Stage governs what data is in scope, not how strict the verdict is. A deny is a deny on any stage; what changes is whether the rule has the arguments, the tool name, or the destination it needs to match on.

2. inbound — the tools an agent advertises

The earliest surface. Before the model ever runs, your agent sends a list of tool definitions it’s willing to let the model call. The inbound stage sees that advertised toolset and can block a dangerous tool before the model can even choose it. There are no call-time arguments at this stage — the model hasn’t decided how to call anything yet — so inbound rules match on the tool name (and optionally its owning skill), not on args_match_json.
A sanitize verdict on inbound has nothing to redact (no arguments exist yet), so it escalates to a block. Author inbound rules as explicit allow / deny, and save sanitize for the execution stages.
A denied call here returns HTTP 400 with code firewall_blocked, named after the tool and reason, and marked skip-retry.

3. response — the tool calls the model emits

Once the model replies, it may emit one or more tool_calls — concrete invocations with real arguments. The response stage sees those, so this is where argument-level rules belong: not “block shell.exec” but “block shell.exec only when the command is rm -rf.”
{
  "stage": "response",
  "tool_name_glob": "shell.exec",
  "verdict": "deny",
  "args_match_json": "{\"clauses\":[{\"path\":\"$.command\",\"op\":\"regex\",\"value\":\"rm -rf|mkfs|dd if=\"}]}"
}
Because the model’s chosen arguments are present, sanitize works here — it redacts matched substrings from the call’s arguments and forwards the cleaned call. (Sanitize redacts tool-call arguments only; it never touches the content a tool returns.)

4. mcp — calls dispatched through the gateway

When an agent reaches a tool through OrcaRouter’s MCP gateway, every tools/call is evaluated on the mcp stage before it’s dispatched to the registered server. This is the surface that governs Model Context Protocol traffic — the same glob / argument / verdict vocabulary as response, applied to MCP dispatch.
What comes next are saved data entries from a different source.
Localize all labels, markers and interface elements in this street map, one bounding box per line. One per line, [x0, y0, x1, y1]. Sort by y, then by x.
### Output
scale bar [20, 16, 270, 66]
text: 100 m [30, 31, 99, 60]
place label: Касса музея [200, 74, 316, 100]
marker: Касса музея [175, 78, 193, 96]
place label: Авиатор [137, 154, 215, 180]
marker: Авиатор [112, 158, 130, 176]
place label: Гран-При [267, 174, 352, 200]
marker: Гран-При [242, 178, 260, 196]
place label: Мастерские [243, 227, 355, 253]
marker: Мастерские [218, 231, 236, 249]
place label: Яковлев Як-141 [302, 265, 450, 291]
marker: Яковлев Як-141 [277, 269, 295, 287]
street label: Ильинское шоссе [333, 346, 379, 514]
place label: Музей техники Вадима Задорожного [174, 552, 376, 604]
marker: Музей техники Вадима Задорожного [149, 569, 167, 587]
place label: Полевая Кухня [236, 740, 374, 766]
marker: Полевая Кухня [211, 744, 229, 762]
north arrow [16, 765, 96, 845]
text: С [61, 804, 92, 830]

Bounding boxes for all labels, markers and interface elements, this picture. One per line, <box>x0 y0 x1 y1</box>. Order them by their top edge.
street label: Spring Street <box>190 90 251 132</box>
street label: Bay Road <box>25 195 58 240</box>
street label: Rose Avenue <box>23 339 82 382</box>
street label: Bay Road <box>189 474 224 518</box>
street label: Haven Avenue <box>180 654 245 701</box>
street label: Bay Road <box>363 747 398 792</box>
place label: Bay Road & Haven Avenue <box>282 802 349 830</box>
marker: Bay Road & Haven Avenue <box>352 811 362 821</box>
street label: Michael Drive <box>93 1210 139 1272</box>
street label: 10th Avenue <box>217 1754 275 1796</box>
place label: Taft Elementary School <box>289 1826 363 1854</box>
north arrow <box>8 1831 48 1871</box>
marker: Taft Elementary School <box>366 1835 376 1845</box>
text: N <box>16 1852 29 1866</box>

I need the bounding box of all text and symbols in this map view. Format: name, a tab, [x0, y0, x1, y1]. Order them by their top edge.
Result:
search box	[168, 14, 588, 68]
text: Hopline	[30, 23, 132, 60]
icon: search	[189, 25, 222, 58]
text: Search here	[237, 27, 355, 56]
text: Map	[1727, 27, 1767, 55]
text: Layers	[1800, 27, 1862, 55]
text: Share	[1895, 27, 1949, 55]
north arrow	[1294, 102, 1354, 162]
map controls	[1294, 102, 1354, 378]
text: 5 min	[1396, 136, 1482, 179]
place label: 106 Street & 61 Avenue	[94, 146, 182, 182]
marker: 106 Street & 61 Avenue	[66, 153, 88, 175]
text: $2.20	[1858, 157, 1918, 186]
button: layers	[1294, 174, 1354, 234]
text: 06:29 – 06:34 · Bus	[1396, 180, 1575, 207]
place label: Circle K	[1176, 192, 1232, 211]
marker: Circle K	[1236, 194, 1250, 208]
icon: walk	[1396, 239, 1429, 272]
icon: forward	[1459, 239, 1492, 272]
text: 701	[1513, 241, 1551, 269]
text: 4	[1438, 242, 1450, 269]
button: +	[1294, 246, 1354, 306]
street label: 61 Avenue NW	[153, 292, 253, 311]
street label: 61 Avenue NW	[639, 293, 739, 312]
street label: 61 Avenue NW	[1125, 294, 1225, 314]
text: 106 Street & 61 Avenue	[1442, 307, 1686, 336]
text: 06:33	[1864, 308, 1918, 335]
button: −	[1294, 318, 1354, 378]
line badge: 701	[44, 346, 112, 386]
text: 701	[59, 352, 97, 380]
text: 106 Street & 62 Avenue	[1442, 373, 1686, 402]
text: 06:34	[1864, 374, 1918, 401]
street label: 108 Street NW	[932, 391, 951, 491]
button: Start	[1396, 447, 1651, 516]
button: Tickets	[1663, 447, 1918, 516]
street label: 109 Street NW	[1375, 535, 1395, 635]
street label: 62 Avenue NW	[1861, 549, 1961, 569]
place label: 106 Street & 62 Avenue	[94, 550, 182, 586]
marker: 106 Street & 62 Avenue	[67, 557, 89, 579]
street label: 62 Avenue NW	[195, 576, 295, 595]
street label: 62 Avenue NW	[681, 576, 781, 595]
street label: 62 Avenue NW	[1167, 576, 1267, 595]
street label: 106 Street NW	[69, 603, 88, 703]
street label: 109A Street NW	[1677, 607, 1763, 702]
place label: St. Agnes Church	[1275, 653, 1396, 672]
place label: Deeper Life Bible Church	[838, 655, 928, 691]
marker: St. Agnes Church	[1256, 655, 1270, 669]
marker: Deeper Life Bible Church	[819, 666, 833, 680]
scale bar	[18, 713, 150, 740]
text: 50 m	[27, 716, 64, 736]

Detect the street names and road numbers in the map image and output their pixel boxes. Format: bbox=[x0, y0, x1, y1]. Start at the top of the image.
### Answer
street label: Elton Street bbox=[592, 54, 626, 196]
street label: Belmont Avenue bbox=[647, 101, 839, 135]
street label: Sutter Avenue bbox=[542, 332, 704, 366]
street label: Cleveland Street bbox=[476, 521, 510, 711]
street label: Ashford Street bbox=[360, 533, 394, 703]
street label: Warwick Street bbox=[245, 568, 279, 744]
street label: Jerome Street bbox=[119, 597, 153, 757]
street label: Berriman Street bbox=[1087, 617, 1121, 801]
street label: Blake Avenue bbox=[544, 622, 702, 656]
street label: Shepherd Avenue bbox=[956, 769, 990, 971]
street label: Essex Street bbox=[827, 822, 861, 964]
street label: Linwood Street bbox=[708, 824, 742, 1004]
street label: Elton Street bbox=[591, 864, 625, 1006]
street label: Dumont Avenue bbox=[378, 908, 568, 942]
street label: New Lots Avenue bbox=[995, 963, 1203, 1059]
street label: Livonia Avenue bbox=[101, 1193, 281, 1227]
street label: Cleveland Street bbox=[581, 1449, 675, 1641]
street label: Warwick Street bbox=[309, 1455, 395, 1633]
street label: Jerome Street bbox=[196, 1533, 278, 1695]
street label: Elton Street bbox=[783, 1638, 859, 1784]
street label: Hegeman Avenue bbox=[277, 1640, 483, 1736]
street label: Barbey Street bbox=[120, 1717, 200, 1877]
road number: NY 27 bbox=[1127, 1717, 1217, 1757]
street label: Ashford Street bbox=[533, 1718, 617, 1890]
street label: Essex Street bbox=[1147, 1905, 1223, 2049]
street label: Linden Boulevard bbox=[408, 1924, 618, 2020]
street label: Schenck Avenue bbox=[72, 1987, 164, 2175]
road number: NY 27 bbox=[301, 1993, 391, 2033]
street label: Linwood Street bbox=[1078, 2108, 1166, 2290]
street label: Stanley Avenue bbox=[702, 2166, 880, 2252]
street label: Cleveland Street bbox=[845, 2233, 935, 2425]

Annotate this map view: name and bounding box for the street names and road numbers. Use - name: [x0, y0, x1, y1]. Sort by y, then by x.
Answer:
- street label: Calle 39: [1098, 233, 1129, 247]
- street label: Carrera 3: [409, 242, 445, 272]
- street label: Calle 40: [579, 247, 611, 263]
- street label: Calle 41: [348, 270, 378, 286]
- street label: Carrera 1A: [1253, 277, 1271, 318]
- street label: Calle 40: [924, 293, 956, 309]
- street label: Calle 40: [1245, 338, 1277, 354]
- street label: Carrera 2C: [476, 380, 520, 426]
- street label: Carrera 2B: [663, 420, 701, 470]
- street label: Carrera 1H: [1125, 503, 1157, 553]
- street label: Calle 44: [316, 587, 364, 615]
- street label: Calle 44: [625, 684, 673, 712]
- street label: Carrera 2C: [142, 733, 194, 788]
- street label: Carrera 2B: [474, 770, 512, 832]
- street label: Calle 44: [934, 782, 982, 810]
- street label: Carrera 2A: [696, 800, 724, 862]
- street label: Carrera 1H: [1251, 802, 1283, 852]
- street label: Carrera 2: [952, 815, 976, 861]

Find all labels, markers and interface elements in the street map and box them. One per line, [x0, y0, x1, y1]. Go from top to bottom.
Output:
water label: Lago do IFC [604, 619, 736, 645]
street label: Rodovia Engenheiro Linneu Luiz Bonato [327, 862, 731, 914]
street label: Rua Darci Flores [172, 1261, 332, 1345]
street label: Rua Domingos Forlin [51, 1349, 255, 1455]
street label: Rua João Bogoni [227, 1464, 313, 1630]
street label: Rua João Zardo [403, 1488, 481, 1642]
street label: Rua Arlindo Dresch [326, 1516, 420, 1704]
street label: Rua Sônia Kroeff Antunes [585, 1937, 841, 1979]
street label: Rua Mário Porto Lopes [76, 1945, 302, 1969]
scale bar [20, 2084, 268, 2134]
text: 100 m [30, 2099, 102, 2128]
A block here surfaces as a tool error (firewall deny: <reason>) rather than a transport failure, so the model sees the rejection and can react — pick another tool, ask the user, or stop.
The mcp stage pairs with per-server governance: each registered MCP server has its own health probe and encrypted credentials, and skills loaded through it carry a risk band and an enforcement mode. See Firewall MCP and Firewall skills.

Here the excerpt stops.